An exact proof term for the current goal is (famunionE Tx (λU1 : set ⇒ {rectangle_set U1 V1|V1 ∈ Ty}) b HbSub).

Apply HexU0 to the current goal.

Let U0 be given.

Assume HU0conj: U0 ∈ Tx ∧ b ∈ {rectangle_set U0 V0|V0 ∈ Ty}.

We prove the intermediate claim HU0: U0 ∈ Tx.

An exact proof term for the current goal is (andEL (U0 ∈ Tx) (b ∈ {rectangle_set U0 V0|V0 ∈ Ty}) HU0conj).

We prove the intermediate claim HbRepl: b ∈ {rectangle_set U0 V0|V0 ∈ Ty}.

An exact proof term for the current goal is (andER (U0 ∈ Tx) (b ∈ {rectangle_set U0 V0|V0 ∈ Ty}) HU0conj).

We prove the intermediate claim HexV0: ∃V0 ∈ Ty, b = rectangle_set U0 V0.

An exact proof term for the current goal is (ReplE Ty (λV1 : set ⇒ rectangle_set U0 V1) b HbRepl).

Apply HexV0 to the current goal.

Let V0 be given.

Assume HV0conj: V0 ∈ Ty ∧ b = rectangle_set U0 V0.

We prove the intermediate claim HV0: V0 ∈ Ty.

An exact proof term for the current goal is (andEL (V0 ∈ Ty) (b = rectangle_set U0 V0) HV0conj).

We prove the intermediate claim Hbeq: b = rectangle_set U0 V0.

An exact proof term for the current goal is (andER (V0 ∈ Ty) (b = rectangle_set U0 V0) HV0conj).

We prove the intermediate claim Hpb0: p ∈ rectangle_set U0 V0.

We will prove p ∈ rectangle_set U0 V0.

rewrite the current goal using Hbeq (from right to left).

An exact proof term for the current goal is Hpb.

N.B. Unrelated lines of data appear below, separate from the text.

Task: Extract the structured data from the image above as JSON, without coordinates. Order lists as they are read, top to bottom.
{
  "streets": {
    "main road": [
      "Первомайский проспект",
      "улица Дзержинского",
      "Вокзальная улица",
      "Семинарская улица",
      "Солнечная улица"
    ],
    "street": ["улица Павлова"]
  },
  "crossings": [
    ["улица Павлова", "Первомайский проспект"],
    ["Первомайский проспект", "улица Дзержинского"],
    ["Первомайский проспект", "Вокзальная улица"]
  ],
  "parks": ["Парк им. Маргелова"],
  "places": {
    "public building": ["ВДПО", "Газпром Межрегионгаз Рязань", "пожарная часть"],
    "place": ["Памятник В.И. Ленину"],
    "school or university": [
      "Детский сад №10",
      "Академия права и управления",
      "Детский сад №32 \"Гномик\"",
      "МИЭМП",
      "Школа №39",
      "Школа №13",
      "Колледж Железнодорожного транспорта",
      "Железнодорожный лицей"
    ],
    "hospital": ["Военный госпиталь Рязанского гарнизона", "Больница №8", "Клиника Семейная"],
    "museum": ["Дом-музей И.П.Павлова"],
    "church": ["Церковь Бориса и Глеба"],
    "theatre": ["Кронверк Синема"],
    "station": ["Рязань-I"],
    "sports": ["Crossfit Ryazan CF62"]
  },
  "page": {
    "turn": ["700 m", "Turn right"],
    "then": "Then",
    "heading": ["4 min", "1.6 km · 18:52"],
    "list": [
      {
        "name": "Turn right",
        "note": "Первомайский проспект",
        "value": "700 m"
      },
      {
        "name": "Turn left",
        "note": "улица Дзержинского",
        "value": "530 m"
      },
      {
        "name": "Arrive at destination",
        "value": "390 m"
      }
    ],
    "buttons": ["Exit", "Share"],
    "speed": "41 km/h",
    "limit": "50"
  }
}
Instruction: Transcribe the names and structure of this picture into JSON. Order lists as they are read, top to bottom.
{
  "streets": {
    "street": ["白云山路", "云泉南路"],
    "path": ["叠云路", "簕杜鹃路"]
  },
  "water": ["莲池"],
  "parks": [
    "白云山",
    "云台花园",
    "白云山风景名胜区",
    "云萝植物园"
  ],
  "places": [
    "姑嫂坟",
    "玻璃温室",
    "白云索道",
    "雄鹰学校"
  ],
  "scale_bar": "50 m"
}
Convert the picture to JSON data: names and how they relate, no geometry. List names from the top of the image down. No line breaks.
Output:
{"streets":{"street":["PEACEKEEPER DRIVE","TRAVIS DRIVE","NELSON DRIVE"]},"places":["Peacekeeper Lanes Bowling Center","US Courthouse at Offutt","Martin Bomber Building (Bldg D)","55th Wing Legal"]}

We prove the intermediate claim Hp0U0: p 0 ∈ U0.

An exact proof term for the current goal is (ap0_Sigma U0 (λ_ : set ⇒ V0) p Hpb0).

We prove the intermediate claim Hp1V0: p 1 ∈ V0.

An exact proof term for the current goal is (ap1_Sigma U0 (λ_ : set ⇒ V0) p Hpb0).

We prove the intermediate claim HU0gen: U0 ∈ generated_topology X Bx.

rewrite the current goal using HTx_eq (from left to right).

An exact proof term for the current goal is HU0.

We prove the intermediate claim HV0gen: V0 ∈ generated_topology Y By.

rewrite the current goal using HTy_eq (from left to right).

An exact proof term for the current goal is HV0.

We prove the intermediate claim HU0loc: ∀x ∈ U0, ∃bx ∈ Bx, x ∈ bx ∧ bx ⊆ U0.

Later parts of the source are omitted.